Secretly Sirius agreed but felt badly for him. And he rather admired Lupin's defiance and to leave the crystal at home. He also didn't feel not sleeping was the solution for his problem… and, of course, a large part of it was that he didn't want to be kept up for the next seven years either.  
  
'My older brother taught me a piece of magic after the night at James's. You don't need a wand to do it - Merlin, I was doing it when I was eight - but it conjures a flame. Do you want me to show you it?'  
  
Lupin bit his lower lip for a moment before looking straight at Sirius and nodding. 'I suppose so - if you wouldn't mind.'  
  
'Of course not.' Sirius pulled out his hands from where he had been sitting on them, a habit his mother hadn't been able to break him of in spite of all threats of Hit Wizards taking him away and fire pouring on his head.   
  
'Thank you.' Lupin was near breathless.   
  
Pulling his muddled wits together, Sirius held out his hands into a half-cup, breathing steadily, as his father had taught him to do. _Think only of light and how much you want it._ A strange tug in his chest told him he had succeeded even before feeling a slightly ticklish cackling against his palms. He opened his eyes, enjoying the awed expression on Lupin's face.  
  
'D'you like it?'  
  
'That's incredible,' Lupin breathed. 'Does it… does it burn? Hotly?'  
  
'Not unless you want it to. Go ahead. Stick a finger to it.'   
  
With a fleeting smidge of apprehension, Lupin extended his forefinger and shoved it in the blue sphere, as if getting it over with before losing his nerve, and then grinned a little as the prickly sensation hit him.   
  
Sirius, pleased with the reaction and flattery, let it levitate and soar over their heads. 'Nothing to it, honestly. You'll have it down in minutes. Let it hang above you, and when you fall asleep, the bond with it'll break and it'll extinguish. Now hold out your hands like I did.'  
  
Tearing his gaze from where it had been following Sirius's light-sphere, Lupin obeyed.  
  
'Now listen, this is only as hard as you make it. You're here, so you obviously have magic, and you don't need a wand to use it. You _are _it. It's a _part _of you, so control it.'   
  
A sudden arrested look crossed Lupin's face, causing Sirius to halt mid-sentence. 'What're you thinking?'  
  
'Some things… Some things _aren't _controllable.' Again looking at Sirius squarely, Lupin went on. 'Blinking, for example, or breathing, or…'  
  
Sirius thought of it during the conversation's lull. 'True,' he shrugged. 'But trust me, this is.
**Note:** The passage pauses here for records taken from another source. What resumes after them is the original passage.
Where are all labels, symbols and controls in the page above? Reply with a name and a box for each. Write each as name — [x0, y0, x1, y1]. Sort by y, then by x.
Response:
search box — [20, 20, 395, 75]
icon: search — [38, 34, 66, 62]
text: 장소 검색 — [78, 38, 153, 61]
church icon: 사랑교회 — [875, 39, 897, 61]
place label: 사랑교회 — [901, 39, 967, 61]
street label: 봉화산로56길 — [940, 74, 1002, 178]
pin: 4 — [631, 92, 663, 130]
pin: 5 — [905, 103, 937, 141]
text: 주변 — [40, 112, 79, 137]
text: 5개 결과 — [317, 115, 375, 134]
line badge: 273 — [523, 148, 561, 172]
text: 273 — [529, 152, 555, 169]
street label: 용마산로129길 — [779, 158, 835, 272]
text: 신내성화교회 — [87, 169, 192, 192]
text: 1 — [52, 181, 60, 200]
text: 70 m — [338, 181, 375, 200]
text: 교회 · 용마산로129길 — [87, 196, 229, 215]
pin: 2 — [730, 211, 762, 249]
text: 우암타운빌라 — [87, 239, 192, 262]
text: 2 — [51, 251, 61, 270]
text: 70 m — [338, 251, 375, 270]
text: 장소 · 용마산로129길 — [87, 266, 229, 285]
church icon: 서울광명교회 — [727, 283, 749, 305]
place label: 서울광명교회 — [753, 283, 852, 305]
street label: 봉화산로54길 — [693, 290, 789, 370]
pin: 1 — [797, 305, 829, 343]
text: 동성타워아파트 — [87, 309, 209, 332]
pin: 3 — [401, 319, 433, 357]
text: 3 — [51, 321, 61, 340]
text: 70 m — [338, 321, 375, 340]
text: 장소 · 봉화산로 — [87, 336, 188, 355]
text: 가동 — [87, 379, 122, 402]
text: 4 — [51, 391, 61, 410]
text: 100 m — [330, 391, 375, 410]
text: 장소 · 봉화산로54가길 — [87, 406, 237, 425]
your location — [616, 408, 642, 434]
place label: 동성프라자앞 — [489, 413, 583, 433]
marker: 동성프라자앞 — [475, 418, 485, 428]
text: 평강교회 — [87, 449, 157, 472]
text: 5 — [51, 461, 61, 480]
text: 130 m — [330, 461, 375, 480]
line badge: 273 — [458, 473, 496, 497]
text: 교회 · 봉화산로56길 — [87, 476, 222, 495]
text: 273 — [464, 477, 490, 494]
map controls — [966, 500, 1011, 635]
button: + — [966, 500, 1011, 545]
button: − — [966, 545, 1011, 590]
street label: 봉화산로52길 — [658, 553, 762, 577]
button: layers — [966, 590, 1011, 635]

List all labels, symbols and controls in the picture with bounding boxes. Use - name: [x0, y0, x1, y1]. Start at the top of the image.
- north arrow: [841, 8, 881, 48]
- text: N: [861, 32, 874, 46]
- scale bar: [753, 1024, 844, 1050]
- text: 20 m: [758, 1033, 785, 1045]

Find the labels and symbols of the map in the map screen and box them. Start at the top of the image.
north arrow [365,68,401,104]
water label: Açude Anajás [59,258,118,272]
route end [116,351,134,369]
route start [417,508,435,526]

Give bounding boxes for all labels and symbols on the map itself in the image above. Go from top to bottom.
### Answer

Now where was I?… you mostly need to really, _really _want it.  
  
'If you're breathing slowly and concentrating really hard, you should feel something funny in your chest.' This bit of explaining how to do it was harder than Sirius had expected.  
  
Lupin didn't reply a moment; his eyes were closed and his meditation was rather more focused than Sirius's had ever been. 'Right,' he said at long last.  
  
'That's the magic coming up. Think of light. Think of your hand. Just think of it really hard and make it do it, sort of - '  
  
_Whoosh.  
_  
Sirius opened his eyes and stared. A huge mass of bluebell flames were creeping and blazing all over both Lupin's hands and wrists. Lupin appeared rather shocked (and smiling from the tickling feeling).   
  
'Whoa!' said Sirius, with an inexplicable grin of his own.   
  
'Shush - the others - oh, no - ' Distracted, Lupin's fire started to recede, and his hasty correction did nothing except make it more the fickle.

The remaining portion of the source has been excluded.